[Saved entries]
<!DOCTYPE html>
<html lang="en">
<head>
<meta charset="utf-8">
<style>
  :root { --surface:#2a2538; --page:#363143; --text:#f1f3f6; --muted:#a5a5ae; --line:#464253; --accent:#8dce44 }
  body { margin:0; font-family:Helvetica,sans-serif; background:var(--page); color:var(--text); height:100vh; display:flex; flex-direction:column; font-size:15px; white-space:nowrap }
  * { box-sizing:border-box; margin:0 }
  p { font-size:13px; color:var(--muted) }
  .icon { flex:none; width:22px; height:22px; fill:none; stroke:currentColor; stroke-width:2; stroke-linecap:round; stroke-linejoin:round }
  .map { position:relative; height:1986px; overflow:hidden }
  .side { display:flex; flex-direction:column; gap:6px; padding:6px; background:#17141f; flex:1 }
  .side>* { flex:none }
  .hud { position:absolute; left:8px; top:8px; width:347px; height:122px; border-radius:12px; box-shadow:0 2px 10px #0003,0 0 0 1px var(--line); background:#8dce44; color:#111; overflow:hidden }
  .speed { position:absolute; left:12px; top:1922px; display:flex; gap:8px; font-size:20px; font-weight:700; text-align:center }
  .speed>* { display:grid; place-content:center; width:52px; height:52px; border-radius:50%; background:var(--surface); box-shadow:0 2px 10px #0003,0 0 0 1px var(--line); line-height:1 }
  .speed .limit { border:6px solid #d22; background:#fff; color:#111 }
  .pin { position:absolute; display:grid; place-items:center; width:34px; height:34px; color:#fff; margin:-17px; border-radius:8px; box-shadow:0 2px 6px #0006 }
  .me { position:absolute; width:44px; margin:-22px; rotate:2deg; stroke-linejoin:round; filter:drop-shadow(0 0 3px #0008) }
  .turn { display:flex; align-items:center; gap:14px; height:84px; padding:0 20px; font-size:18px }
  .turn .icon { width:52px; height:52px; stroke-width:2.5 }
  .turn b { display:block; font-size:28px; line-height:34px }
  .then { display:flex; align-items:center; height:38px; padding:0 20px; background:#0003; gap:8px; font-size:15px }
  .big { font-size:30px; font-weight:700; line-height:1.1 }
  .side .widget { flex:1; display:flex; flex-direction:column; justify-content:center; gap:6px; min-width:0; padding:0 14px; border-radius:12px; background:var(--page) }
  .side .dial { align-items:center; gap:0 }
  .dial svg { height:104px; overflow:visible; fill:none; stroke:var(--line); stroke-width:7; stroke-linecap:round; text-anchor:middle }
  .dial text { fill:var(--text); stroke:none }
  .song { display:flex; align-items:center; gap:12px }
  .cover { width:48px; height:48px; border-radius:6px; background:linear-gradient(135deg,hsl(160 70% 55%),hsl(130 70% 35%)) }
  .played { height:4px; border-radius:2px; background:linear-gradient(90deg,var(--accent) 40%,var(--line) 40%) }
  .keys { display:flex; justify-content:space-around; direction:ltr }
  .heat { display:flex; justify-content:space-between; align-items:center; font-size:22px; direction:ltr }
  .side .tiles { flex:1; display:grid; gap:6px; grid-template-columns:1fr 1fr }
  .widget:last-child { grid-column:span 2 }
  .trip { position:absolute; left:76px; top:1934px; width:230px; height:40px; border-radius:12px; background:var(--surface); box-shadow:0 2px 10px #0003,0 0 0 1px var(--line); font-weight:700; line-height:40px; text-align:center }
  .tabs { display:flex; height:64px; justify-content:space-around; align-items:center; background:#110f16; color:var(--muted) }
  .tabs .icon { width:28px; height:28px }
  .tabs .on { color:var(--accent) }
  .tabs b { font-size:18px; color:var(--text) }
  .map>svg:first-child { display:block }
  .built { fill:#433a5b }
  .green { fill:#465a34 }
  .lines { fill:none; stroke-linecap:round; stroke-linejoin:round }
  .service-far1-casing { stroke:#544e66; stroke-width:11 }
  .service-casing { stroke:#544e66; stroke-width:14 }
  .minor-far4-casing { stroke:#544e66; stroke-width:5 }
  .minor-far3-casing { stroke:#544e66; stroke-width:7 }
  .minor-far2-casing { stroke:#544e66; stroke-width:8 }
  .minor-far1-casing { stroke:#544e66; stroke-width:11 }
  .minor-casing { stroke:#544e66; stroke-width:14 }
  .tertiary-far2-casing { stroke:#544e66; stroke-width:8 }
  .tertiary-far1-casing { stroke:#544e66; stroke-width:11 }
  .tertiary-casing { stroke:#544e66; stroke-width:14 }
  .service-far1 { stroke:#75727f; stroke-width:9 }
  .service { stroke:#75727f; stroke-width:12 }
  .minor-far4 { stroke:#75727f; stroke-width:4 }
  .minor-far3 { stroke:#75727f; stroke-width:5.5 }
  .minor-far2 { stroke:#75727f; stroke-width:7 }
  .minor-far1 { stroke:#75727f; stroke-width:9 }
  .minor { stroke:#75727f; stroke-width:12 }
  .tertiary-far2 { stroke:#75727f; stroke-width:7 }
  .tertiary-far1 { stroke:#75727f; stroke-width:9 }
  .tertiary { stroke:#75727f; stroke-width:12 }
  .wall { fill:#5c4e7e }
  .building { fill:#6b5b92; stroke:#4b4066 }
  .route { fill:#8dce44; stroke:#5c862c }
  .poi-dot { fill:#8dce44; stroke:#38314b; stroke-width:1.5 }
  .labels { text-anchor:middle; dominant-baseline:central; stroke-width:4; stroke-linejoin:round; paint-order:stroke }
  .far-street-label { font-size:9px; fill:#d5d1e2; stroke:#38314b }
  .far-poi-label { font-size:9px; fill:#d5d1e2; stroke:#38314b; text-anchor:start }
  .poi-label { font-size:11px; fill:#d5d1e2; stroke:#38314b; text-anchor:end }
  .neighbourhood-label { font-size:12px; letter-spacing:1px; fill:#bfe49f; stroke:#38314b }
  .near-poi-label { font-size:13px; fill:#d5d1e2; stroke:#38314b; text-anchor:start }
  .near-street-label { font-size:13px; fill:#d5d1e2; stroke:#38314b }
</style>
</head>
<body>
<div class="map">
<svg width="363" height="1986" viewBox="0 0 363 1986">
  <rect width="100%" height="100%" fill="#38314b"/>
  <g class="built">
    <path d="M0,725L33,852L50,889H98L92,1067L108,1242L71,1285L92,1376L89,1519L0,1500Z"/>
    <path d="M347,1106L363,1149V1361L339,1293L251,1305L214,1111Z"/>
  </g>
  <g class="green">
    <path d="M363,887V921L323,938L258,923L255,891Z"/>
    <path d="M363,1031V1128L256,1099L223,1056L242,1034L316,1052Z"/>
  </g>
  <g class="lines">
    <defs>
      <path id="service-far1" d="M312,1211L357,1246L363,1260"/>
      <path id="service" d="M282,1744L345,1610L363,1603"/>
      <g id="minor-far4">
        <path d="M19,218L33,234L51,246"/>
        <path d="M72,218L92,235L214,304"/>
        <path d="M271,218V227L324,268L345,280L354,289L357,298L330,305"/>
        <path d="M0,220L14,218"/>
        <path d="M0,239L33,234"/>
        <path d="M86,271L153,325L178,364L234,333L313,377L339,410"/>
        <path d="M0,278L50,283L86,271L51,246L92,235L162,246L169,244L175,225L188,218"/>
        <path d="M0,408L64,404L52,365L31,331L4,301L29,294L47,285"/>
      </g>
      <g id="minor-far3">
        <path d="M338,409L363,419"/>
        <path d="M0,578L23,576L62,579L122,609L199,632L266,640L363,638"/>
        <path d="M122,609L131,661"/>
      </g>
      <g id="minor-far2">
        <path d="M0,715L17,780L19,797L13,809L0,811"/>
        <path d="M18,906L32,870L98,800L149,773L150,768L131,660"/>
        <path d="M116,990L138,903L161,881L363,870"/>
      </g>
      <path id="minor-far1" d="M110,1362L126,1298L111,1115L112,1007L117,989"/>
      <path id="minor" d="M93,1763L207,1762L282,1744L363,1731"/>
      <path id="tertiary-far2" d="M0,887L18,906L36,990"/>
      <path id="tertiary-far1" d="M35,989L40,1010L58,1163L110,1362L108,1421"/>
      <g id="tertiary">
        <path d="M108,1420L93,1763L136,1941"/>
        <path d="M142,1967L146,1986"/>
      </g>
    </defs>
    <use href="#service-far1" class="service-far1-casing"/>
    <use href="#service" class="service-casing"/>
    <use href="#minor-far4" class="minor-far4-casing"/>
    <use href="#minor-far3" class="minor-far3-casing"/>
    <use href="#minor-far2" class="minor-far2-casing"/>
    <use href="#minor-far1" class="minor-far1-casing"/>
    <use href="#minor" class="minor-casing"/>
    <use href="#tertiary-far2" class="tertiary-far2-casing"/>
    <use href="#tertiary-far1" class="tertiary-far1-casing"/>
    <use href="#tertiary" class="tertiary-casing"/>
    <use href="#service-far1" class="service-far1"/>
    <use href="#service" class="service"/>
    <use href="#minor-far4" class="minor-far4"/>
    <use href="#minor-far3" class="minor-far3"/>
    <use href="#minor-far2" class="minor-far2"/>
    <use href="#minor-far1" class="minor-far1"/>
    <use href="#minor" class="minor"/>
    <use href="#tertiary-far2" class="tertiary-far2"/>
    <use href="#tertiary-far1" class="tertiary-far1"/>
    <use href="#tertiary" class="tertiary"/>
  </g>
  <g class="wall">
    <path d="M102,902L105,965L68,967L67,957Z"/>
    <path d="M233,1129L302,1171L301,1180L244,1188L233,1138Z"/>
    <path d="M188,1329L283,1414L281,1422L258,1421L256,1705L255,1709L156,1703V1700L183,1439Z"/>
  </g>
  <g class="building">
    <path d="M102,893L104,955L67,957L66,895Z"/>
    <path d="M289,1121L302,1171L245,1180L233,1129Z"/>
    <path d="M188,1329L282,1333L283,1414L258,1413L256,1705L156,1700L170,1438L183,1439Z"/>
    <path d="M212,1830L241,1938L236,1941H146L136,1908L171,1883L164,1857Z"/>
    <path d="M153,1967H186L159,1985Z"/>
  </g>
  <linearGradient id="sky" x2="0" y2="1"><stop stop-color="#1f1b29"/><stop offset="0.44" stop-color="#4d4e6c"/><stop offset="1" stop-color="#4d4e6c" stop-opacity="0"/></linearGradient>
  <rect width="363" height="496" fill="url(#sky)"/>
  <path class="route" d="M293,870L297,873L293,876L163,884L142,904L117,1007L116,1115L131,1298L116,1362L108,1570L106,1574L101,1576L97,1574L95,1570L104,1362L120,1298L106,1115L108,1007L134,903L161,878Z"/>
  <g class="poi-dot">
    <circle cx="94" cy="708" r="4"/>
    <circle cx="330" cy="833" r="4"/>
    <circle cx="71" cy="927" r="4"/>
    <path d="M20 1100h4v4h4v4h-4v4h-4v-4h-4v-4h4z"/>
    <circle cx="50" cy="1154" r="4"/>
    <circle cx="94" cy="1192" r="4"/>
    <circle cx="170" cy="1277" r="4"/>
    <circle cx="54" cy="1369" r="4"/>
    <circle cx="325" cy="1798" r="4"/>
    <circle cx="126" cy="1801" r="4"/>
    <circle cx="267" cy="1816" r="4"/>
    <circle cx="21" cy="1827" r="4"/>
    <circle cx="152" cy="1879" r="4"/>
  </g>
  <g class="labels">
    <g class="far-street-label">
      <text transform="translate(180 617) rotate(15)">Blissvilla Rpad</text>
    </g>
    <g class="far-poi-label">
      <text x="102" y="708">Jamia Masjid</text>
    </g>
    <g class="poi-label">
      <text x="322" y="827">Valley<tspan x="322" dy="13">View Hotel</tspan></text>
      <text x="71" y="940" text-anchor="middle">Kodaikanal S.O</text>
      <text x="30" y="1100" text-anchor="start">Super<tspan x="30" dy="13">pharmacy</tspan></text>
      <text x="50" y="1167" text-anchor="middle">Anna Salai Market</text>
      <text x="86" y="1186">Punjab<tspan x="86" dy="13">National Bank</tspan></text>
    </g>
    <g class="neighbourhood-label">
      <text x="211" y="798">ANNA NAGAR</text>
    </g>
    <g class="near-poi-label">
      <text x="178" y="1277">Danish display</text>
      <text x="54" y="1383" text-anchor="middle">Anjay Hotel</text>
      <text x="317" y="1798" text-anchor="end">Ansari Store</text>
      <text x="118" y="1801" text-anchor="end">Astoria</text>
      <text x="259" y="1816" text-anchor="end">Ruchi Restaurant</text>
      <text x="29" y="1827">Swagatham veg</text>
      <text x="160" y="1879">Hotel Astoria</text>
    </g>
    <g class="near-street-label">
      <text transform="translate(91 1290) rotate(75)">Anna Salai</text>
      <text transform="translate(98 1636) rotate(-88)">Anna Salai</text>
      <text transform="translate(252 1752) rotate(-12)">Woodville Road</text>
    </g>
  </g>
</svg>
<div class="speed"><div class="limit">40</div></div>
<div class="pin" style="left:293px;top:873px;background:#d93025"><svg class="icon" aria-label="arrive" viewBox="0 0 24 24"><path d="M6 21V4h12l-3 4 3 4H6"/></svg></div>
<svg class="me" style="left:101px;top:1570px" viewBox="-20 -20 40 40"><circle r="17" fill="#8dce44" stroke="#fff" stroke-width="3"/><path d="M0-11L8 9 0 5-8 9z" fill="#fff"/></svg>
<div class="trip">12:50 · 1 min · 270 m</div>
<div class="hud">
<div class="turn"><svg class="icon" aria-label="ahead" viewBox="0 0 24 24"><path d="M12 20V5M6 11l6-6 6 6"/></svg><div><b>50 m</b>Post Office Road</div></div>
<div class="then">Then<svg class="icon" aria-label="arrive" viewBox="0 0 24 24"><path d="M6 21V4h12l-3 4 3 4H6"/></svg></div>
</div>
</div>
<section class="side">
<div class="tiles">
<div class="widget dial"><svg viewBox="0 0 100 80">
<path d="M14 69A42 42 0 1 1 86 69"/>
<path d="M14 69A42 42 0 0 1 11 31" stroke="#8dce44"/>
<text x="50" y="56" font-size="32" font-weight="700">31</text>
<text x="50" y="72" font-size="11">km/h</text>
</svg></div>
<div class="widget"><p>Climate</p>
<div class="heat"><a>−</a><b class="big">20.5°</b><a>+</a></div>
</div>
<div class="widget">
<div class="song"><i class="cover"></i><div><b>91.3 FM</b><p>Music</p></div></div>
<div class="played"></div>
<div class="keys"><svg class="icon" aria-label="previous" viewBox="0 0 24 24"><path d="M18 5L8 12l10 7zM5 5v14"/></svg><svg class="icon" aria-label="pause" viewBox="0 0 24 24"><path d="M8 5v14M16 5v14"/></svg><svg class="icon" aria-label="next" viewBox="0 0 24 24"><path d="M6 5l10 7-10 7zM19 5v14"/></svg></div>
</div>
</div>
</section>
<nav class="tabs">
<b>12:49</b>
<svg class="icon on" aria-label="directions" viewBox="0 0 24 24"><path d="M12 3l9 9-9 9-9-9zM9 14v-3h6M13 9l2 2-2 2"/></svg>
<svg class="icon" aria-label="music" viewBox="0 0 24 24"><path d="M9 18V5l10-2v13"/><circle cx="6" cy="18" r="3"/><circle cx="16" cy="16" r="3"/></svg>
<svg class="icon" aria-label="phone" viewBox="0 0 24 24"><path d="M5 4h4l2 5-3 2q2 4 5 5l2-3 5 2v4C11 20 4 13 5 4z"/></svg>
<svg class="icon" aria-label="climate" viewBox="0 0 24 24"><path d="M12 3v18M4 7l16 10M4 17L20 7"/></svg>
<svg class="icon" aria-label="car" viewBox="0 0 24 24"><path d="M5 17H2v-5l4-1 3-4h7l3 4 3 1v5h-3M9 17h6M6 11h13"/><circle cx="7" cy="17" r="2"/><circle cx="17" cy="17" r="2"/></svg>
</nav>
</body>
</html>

Work instructions: When a line in the data holds the word "place", show that line.

Response below:
  .speed>* { display:grid; place-content:center; width:52px; height:52px; border-radius:50%; background:var(--surface); box-shadow:0 2px 10px #0003,0 0 0 1px var(--line); line-height:1 }
  .pin { position:absolute; display:grid; place-items:center; width:34px; height:34px; color:#fff; margin:-17px; border-radius:8px; box-shadow:0 2px 6px #0006 }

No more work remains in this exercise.